Saving an Apache Spark RDD to a HPE Ezmeral Data Fabric Database JSON Table

Saving an RDD[OJAIDocument] to HPE Ezmeral Data Fabric Database

The HPE Ezmeral Data Fabric Database OJAI Connector for Apache Spark provides the following API to save an RDD[OJAIDocument] to a HPE Ezmeral Data Fabric Database table:

For saving an RDD, apply the following method on the RDD:

def saveToMapRDB(tablename: String, createTable: Boolean = false, bulkInsert: Boolean = false, idFieldPath: String = DocumentConstants.ID_KEY) : Unit

For saving an RDD, apply one of the following methods on a MapRDBJavaSparkContext object:

def saveToMapRDB[D](javaRDD: JavaRDD[D], tableName: String, createTable: Boolean, bulkInsert: Boolean, idField: String): Unit
              
def saveRowRDDToMapRDB(javaRDD: JavaRDD[Row], tableName: String, createTable: Boolean, bulkInsert: Boolean, idField: String): Unit

def saveToMapRDB[K, V <: AnyRef](javaPairRDD: JavaPairRDD[K, V], keyClazz: Class[K], valueClazz: Class[V], tableName: String, createTable: Boolean, bulkInsert: Boolean): Unit

NOTE The only required parameter to the methods is tableName. All the others are optional.

In the following example, address and first_name data is loaded from the "/tmp/user_profiles" table, stored as an RDD (userprofilesRDD), and then saved to the "/tmp/user_firstname_and_address" table:

import com.mapr.db.spark._
              
val userprofilesRDD = sc.loadFromMapRDB("/tmp/user_profiles")
                     .where("condition")
                     .select("address", "first_name")
            
userprofilesRDD.saveToMapRDB("/tmp/user_firstname_and_address")
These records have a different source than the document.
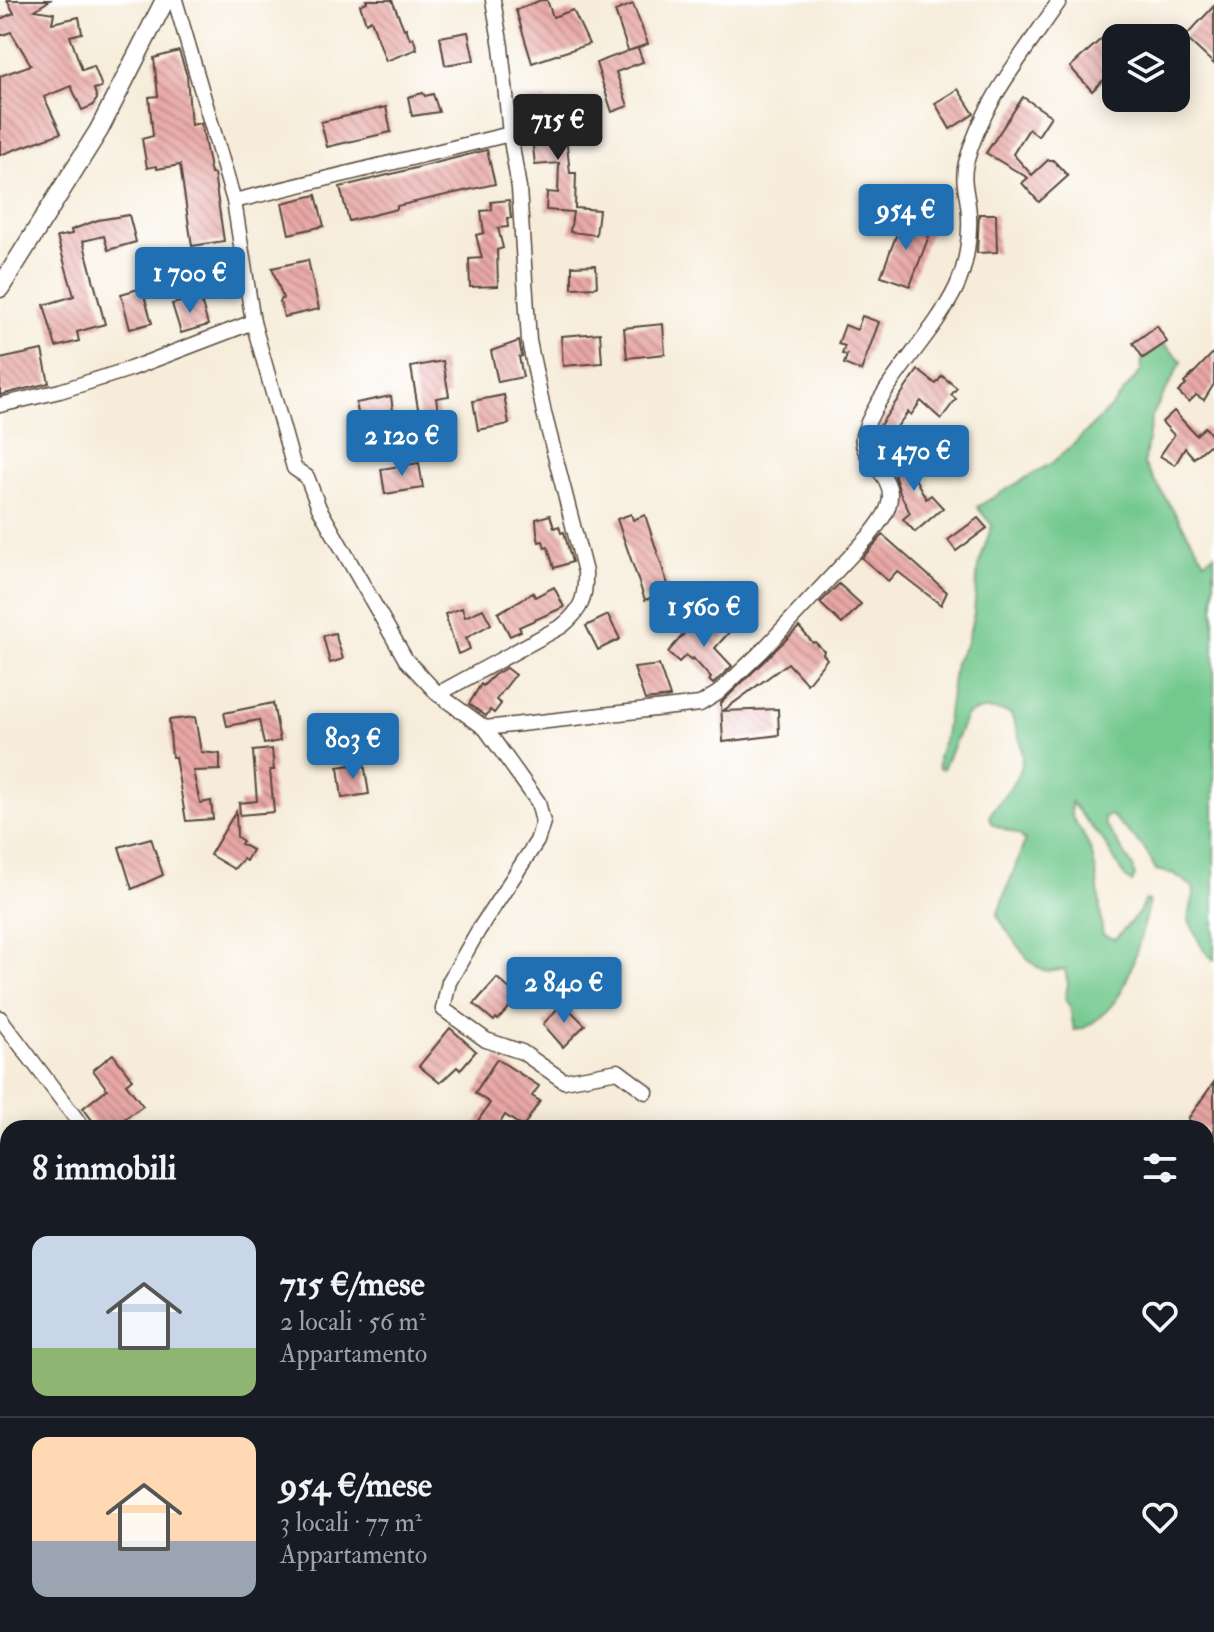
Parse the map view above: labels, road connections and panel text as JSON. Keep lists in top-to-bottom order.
{
  "page": {
    "price": [
      "715 €",
      "954 €",
      "1 700 €",
      "2 120 €",
      "1 470 €",
      "1 560 €",
      "803 €",
      "2 840 €"
    ],
    "heading": "8 immobili",
    "list": [
      {
        "name": "715 €/mese",
        "note": "2 locali · 56 m² · Appartamento"
      },
      {
        "name": "954 €/mese",
        "note": "3 locali · 77 m² · Appartamento"
      }
    ]
  }
}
import com.mapr.db.spark.api.java.MapRDBJavaSparkContext;
import com.mapr.db.spark.sql.api.java.MapRDBJavaSession;
              
MapRDBJavaSparkContext mapRDBSparkContext = new MapRDBJavaSparkContext(sc);
JavaRDD userprofilesRDD = mapRDBSparkContext.loadFromMapRDB("/tmp/user_profiles")
              .where("condition")
              .select("address", "first_name");
mapRDBSparkContext.saveToMapRDB(userprofilesRDD, "/tmp/user_firstname_and_address", true, false, "_id");

The HPE Ezmeral Data Fabric Database OJAI Connector for Apache Spark also provides the following API to insert an RDD[OJAIDocument] to a HPE Ezmeral Data Fabric Database table:

NOTE The insertToMapRDB API is available starting in the EEP 4.1.0 release.

import com.mapr.db.spark._
            
val userprofilesRDD = sc.loadFromMapRDB("/tmp/user_profiles") 
userprofilesRDD.insertToMapRDB(tablename, createTable = true, bulkInsert = false, idFieldPath = "_id")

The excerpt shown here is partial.